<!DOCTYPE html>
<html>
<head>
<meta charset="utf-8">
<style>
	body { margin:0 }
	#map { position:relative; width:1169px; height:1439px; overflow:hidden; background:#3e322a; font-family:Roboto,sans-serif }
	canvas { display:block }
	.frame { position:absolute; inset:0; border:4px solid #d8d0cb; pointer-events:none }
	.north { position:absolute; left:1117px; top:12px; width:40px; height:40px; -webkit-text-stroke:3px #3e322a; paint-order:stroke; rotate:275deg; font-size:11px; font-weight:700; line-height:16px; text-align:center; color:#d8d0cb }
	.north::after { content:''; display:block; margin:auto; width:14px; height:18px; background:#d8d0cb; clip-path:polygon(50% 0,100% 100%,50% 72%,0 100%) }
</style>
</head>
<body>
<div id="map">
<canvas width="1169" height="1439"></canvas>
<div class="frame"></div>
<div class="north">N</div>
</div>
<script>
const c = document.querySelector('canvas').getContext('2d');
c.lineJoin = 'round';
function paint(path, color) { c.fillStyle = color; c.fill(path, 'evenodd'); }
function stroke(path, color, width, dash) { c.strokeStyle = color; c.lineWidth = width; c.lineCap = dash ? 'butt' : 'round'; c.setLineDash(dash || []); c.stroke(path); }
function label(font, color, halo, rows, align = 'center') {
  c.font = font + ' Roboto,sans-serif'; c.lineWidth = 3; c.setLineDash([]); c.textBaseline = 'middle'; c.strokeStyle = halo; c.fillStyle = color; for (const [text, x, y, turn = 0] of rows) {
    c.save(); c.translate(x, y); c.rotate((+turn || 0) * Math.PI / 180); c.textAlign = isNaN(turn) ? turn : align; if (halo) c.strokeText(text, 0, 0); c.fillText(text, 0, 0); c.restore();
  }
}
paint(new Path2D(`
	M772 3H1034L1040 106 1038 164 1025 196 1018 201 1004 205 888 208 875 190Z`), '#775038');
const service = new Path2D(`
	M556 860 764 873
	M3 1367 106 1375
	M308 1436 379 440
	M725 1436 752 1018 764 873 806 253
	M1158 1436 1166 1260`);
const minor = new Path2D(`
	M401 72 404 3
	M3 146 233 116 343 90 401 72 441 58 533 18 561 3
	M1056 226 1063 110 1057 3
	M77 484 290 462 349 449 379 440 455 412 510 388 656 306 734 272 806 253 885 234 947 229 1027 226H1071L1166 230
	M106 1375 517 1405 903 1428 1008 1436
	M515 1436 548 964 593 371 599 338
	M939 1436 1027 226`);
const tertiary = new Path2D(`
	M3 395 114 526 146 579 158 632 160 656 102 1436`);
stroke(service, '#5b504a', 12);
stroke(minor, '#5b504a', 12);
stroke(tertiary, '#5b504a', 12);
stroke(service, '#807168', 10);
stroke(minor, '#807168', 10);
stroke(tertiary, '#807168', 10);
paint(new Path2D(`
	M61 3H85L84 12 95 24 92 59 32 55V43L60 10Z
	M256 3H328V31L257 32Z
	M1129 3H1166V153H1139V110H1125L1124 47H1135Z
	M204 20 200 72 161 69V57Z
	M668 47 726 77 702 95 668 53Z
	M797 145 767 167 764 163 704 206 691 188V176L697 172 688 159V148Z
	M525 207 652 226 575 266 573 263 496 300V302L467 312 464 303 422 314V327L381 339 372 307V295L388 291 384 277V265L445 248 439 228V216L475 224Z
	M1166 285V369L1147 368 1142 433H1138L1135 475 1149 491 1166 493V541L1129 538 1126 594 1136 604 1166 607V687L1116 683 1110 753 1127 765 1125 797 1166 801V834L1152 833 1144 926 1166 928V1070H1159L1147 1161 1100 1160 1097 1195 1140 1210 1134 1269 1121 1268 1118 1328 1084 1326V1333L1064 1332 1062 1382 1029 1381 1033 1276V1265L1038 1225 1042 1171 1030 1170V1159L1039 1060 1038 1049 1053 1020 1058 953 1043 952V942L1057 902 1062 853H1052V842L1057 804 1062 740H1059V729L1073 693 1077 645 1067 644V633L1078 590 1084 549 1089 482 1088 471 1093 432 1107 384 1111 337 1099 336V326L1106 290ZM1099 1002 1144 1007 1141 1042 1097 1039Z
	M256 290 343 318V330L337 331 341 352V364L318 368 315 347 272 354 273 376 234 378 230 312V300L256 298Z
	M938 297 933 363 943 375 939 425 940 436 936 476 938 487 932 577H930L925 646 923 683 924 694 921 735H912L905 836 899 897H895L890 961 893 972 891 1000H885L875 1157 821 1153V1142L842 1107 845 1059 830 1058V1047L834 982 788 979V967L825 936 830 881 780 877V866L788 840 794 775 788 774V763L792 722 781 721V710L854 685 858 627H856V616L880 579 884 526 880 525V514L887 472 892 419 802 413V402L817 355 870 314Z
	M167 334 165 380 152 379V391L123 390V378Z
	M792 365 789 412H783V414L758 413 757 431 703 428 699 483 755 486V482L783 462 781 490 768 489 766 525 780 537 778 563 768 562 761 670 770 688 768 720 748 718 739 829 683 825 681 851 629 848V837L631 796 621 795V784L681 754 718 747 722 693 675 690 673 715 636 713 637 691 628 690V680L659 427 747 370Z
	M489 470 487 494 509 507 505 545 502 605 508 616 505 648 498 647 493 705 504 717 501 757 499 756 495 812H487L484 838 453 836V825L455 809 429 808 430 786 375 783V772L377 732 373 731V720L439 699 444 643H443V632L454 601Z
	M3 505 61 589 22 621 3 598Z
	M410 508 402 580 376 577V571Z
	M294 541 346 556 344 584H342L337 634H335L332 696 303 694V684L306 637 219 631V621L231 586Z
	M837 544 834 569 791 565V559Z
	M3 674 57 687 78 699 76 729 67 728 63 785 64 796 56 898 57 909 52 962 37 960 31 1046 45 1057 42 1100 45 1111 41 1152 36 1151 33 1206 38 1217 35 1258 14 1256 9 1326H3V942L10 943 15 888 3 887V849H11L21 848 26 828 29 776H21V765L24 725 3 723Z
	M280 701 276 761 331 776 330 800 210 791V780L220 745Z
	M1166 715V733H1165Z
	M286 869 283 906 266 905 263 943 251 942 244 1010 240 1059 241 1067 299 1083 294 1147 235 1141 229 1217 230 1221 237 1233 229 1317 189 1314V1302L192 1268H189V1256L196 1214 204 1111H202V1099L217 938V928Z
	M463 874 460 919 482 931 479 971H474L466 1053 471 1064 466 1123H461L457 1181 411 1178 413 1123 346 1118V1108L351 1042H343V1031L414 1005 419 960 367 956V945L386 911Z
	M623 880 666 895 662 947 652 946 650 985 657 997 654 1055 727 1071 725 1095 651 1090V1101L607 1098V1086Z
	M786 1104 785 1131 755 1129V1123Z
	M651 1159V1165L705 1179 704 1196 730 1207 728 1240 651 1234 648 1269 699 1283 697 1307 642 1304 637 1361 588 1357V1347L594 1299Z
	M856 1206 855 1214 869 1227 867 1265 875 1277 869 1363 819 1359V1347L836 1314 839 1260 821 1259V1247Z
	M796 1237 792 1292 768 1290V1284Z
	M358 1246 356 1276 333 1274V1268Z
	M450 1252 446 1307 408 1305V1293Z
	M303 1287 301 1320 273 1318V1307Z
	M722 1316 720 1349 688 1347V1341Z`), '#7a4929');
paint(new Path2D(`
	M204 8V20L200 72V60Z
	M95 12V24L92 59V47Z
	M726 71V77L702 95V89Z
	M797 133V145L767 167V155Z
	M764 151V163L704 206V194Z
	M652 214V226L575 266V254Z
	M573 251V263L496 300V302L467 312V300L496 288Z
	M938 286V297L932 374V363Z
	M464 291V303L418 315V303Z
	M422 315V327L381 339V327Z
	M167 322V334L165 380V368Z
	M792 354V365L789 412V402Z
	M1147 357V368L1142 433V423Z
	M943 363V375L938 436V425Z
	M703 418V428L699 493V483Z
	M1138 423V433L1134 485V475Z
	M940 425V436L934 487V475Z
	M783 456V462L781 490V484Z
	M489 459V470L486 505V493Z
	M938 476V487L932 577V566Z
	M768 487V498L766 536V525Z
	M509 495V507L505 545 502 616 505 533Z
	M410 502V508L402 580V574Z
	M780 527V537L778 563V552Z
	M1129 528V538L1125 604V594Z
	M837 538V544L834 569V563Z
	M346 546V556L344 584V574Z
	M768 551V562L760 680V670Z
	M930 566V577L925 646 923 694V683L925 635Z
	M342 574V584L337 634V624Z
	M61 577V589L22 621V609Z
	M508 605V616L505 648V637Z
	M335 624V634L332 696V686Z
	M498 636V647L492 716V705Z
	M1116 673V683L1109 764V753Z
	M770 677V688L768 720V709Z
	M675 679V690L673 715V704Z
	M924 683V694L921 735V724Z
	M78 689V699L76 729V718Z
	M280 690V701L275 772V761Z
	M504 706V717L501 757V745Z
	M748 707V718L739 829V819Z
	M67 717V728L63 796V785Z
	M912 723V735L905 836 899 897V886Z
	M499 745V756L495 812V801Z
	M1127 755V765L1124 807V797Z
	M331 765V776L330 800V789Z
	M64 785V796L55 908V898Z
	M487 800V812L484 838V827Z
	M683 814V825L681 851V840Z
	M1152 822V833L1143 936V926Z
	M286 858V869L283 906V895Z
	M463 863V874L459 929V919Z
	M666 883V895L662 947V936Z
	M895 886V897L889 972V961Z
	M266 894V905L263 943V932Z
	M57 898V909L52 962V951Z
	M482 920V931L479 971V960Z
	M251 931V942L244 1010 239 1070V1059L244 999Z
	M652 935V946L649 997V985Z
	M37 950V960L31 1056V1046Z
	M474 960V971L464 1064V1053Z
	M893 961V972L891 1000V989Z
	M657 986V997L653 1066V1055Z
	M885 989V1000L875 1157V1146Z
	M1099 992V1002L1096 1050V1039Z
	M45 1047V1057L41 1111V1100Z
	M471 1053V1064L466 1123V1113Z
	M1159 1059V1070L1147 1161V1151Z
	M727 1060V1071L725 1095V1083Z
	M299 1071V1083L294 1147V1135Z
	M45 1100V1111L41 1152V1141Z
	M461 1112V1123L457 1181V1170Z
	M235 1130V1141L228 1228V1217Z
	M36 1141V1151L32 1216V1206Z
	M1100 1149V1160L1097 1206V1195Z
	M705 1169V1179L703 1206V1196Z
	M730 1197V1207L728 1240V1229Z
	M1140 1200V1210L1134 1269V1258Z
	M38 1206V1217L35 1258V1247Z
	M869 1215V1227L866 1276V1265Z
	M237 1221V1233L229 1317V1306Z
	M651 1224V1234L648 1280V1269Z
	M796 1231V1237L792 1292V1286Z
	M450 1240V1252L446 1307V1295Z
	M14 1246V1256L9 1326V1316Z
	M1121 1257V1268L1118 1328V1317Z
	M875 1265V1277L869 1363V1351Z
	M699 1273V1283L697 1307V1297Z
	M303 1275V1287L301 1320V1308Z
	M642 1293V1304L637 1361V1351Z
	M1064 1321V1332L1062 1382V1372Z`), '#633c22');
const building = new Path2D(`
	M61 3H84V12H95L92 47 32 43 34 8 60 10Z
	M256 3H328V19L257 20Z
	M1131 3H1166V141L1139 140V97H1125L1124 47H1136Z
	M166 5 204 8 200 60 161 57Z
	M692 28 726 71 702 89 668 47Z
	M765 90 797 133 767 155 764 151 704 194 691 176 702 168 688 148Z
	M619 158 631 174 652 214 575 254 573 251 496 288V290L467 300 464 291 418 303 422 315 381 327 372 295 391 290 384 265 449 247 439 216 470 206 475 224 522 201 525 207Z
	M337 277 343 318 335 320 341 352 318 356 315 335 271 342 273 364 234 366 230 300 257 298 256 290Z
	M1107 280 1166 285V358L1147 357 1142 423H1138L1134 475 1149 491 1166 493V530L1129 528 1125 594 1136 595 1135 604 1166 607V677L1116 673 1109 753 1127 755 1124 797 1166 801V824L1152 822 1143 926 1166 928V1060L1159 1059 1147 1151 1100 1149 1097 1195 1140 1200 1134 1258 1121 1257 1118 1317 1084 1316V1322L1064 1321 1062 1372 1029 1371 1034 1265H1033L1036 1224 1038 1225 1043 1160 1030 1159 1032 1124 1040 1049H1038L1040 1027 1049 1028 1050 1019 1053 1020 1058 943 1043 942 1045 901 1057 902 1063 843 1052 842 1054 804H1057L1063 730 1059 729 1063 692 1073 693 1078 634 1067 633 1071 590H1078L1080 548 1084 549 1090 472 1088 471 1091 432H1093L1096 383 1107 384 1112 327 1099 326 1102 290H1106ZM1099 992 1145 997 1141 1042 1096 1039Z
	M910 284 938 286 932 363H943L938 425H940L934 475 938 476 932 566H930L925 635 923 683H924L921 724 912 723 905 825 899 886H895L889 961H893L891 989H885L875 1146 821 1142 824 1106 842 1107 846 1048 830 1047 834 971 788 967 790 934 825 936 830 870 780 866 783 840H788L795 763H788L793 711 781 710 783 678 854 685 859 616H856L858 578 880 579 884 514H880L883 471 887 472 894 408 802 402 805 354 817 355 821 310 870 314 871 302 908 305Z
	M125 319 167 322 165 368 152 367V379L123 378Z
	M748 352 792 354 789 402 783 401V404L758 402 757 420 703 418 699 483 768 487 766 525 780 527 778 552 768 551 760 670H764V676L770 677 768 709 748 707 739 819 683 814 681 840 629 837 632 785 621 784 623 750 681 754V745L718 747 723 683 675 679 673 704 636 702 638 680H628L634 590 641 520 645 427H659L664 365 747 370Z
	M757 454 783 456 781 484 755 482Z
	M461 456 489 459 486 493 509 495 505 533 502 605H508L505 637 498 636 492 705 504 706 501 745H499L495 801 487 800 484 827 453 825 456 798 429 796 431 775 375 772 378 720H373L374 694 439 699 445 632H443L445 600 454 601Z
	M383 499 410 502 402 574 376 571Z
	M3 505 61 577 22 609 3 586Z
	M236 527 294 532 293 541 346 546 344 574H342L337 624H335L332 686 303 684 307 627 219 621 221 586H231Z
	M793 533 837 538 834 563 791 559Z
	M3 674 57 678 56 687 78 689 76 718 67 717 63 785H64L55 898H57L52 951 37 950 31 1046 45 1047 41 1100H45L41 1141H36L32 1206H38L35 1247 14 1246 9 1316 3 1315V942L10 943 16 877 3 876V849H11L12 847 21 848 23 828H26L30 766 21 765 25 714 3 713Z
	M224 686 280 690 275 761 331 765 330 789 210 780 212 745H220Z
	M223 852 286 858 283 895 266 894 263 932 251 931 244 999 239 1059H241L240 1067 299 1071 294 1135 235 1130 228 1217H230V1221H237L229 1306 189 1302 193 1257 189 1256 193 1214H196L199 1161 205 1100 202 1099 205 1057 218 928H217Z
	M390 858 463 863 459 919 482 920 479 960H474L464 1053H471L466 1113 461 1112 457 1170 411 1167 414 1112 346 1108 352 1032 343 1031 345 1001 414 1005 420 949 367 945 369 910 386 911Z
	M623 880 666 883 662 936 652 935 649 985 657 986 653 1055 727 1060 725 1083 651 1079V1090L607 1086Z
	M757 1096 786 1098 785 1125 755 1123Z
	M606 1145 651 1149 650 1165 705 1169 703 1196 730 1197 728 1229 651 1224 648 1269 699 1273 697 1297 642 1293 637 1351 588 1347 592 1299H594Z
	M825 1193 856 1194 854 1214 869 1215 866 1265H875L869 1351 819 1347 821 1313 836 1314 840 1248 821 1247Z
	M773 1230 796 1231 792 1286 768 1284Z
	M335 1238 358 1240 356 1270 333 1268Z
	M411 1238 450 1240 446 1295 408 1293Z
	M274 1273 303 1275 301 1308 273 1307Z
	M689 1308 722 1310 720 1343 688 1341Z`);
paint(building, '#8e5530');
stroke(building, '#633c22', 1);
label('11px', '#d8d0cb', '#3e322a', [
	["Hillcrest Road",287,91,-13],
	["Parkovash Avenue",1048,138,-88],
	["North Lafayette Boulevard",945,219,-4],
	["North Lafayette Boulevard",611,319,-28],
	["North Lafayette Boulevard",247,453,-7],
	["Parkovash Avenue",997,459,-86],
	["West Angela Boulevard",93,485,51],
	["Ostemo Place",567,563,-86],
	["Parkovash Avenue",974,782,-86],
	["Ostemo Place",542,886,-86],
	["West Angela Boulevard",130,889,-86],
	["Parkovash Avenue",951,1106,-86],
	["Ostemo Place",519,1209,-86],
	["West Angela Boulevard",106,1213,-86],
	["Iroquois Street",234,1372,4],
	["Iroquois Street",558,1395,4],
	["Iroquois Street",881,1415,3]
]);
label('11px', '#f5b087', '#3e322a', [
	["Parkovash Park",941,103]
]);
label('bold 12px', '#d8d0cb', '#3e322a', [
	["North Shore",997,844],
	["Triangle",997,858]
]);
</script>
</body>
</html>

● **What to work on**
Examine each line of the records above and tally those with the string "fillStyle". State the total alone.

● **Result of the exercise**
2